MIDS Diagnostic Placement Exam
Dates
Exam Opens | November 1, 2024 |
Exam Deadline | November 25, 2024 |
Placement results released to students | December 6, 2024 |
Background
Students enter the MIDS program with a range of backgrounds and competencies in foundational data science skills. The Diagnostic Placement Exam serves two purposes:
- First, it provides students with a tool to self-assess their foundational skills in programming, statistics, and data engineering.

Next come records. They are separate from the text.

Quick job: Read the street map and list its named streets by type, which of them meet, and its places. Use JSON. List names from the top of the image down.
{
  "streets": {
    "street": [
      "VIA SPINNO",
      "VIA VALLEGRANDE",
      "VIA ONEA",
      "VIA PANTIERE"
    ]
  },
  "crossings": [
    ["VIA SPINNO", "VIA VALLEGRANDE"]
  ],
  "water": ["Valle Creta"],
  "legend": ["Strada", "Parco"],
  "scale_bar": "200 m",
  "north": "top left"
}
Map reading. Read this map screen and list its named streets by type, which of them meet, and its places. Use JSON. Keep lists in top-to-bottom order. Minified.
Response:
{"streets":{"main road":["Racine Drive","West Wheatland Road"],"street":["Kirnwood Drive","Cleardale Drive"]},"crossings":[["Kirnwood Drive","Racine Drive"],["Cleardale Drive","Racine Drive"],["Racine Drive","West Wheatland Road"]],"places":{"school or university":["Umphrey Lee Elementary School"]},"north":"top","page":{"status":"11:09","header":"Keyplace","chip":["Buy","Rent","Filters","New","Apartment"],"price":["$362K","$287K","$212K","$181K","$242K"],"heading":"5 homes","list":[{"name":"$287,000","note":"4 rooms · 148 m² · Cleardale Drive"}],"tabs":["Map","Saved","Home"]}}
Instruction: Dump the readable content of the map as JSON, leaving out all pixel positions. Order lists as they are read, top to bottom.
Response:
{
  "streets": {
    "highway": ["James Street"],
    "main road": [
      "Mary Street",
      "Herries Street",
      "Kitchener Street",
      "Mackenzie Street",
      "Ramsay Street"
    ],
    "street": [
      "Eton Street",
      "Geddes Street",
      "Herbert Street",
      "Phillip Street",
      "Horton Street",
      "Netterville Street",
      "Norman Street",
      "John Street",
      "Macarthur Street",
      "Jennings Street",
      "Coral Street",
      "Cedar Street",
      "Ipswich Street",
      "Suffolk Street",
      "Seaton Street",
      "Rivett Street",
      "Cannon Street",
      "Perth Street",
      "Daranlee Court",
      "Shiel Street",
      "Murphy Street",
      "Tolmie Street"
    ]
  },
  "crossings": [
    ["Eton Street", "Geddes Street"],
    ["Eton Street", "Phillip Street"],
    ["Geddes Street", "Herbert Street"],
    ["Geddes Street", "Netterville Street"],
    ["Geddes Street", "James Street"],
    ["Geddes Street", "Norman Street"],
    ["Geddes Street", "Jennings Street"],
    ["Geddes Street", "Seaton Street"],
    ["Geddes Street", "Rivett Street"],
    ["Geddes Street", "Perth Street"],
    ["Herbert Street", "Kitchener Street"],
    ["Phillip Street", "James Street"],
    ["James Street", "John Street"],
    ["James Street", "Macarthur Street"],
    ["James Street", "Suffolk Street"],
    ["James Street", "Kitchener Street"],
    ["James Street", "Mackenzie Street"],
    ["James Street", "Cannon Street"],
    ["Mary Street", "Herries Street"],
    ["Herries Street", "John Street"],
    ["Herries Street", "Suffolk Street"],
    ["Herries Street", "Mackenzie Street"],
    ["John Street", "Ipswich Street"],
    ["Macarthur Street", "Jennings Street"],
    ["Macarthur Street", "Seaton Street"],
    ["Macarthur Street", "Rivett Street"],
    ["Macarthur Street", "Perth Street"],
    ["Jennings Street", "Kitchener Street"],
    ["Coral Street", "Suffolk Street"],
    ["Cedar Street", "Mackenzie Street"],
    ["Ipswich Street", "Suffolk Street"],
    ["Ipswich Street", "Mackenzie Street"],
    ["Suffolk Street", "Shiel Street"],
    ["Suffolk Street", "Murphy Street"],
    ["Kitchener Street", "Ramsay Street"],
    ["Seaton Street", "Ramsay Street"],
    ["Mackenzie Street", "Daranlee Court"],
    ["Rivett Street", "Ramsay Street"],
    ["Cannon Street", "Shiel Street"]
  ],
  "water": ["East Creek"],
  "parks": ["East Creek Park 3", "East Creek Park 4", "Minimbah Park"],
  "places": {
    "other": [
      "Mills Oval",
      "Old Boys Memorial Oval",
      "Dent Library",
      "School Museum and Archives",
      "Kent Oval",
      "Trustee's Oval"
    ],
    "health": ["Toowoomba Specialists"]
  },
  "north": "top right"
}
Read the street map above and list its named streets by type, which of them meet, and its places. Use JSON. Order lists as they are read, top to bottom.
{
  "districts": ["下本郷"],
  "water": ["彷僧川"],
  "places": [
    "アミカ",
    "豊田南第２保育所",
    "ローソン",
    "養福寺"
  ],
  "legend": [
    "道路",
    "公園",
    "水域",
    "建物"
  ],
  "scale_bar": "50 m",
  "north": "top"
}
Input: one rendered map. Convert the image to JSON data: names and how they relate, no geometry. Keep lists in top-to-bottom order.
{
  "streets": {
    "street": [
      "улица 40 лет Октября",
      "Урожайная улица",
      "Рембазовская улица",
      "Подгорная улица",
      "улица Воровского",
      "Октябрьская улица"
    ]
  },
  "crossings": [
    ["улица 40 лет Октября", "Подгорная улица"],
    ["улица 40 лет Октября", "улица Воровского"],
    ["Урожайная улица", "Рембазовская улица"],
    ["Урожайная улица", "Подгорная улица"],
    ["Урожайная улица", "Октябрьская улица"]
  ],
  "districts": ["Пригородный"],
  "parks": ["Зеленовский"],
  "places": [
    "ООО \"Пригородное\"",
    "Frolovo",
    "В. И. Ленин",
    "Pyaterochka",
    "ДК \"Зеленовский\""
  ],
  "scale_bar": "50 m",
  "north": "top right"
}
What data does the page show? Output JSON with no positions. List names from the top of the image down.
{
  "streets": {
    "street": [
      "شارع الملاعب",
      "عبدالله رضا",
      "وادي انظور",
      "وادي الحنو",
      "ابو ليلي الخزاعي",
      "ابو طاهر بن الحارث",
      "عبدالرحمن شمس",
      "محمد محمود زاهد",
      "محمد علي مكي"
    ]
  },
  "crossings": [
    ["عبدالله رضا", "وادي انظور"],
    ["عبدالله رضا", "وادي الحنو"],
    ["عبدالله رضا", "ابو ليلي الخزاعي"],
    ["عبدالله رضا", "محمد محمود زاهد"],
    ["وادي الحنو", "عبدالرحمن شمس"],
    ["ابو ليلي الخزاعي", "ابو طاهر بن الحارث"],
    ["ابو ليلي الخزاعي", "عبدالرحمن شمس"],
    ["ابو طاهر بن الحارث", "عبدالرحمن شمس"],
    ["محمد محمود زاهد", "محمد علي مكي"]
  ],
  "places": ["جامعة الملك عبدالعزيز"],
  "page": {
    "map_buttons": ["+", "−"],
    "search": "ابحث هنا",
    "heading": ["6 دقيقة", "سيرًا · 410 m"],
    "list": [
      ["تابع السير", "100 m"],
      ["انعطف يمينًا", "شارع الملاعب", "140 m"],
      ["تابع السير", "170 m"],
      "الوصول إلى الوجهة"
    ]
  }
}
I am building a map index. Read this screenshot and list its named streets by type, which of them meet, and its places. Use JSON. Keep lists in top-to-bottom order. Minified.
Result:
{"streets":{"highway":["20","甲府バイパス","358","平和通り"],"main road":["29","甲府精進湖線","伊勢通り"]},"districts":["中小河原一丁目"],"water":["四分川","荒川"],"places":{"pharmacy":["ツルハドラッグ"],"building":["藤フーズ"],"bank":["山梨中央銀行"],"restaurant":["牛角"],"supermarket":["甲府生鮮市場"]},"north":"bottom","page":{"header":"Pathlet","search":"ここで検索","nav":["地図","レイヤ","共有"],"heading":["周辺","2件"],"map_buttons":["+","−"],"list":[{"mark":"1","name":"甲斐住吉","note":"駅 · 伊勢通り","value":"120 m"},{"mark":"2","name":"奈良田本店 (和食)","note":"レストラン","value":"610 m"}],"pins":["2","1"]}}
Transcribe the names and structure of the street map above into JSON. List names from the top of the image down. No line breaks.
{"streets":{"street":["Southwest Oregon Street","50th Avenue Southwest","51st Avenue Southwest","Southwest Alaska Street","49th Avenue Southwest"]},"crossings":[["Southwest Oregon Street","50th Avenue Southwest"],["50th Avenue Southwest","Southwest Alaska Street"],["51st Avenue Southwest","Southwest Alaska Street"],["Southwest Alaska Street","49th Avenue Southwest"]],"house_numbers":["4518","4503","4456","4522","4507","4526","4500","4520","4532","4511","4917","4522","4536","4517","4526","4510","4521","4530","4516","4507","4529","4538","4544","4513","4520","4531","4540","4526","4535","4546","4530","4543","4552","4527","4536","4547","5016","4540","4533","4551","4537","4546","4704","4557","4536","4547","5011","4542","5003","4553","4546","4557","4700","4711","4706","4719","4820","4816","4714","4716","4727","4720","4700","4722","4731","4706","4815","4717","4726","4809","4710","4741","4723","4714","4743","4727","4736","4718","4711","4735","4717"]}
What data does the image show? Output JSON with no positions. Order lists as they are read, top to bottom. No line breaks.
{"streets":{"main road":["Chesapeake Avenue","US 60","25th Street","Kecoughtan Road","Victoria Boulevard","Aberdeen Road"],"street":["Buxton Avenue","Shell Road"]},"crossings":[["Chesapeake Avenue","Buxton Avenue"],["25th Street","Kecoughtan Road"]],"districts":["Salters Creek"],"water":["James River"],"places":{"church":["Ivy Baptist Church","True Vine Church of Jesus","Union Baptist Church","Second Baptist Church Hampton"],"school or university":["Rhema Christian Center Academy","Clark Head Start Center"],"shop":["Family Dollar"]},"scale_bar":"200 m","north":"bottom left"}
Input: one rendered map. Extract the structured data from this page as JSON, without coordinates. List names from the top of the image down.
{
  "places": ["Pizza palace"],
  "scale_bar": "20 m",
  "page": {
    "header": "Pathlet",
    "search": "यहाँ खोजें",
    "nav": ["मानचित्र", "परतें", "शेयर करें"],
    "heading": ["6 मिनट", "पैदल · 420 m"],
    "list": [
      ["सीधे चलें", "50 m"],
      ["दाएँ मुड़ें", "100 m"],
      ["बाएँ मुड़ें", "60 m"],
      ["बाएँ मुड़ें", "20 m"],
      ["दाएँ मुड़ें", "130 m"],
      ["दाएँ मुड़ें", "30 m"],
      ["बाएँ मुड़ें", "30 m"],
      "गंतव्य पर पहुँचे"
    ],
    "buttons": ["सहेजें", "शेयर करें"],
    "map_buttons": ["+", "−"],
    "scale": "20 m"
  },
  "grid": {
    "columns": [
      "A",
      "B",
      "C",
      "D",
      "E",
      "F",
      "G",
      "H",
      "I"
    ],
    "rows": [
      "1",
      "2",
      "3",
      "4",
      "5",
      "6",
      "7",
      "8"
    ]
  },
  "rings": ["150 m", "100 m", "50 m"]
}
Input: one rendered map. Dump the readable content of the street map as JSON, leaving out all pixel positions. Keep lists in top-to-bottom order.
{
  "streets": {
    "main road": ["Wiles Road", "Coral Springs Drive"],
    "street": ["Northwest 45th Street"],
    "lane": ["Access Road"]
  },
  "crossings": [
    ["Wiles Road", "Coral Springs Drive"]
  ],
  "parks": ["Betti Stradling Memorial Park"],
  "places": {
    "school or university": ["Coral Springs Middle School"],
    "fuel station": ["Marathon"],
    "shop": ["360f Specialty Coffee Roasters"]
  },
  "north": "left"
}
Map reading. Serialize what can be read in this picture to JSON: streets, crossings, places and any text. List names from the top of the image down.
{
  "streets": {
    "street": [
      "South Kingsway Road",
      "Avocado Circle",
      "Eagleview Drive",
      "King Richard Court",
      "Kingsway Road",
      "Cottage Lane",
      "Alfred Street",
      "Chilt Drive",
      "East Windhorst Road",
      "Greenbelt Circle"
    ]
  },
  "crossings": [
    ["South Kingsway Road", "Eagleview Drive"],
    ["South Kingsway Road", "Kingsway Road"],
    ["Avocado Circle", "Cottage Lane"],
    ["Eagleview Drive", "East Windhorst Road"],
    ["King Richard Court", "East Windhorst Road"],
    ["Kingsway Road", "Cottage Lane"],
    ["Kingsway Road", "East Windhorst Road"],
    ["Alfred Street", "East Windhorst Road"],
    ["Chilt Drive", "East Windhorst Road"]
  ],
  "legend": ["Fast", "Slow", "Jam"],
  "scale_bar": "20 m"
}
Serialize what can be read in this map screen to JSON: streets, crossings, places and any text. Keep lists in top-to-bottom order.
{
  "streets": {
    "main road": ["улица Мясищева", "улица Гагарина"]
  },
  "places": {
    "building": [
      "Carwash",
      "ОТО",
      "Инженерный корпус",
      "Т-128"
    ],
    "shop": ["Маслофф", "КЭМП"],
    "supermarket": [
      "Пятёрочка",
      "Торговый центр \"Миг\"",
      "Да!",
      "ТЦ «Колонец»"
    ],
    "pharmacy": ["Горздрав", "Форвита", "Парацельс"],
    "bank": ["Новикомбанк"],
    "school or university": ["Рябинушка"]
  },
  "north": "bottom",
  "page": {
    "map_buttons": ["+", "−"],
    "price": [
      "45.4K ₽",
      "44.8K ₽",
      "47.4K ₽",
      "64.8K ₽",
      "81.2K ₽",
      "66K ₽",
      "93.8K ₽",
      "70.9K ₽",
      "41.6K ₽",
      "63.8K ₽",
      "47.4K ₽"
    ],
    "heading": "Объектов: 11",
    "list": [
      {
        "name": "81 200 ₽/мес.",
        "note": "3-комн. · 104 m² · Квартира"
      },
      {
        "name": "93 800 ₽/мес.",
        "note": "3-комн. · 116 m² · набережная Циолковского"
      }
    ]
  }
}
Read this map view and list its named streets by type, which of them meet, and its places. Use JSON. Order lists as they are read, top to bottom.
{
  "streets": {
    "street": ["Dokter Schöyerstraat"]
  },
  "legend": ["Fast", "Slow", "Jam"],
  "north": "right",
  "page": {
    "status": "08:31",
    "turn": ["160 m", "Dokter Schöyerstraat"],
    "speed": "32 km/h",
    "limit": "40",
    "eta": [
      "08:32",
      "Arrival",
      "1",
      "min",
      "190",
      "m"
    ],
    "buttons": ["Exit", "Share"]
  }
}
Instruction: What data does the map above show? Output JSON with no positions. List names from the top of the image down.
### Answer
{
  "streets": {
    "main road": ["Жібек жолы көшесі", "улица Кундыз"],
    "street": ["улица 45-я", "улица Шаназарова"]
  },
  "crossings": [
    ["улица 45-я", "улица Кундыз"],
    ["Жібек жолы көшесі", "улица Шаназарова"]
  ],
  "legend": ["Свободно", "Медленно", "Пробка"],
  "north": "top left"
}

- Second, it serves as a mechanism for students to place out of one or more of these required courses:
- DATASCI 200. Introduction to Data Science Programming
- DATASCI 203. Statistics for Data Science
- DATASCI 205. Fundamentals of Data Engineering
Based on the results of the DPE, we will inform you which of these courses you are required to take and which you may waive or place out of.
Who Should Take the Exam?
We encourage all students, even those who are not interested in waiving one of these 3 courses, to attempt all questions in the diagnostic exam.
Exam Rules
You may not use GenAI tools, GPT, CoPilot, or other assistive generative technologies while completing the Diagnostic Placement Exam.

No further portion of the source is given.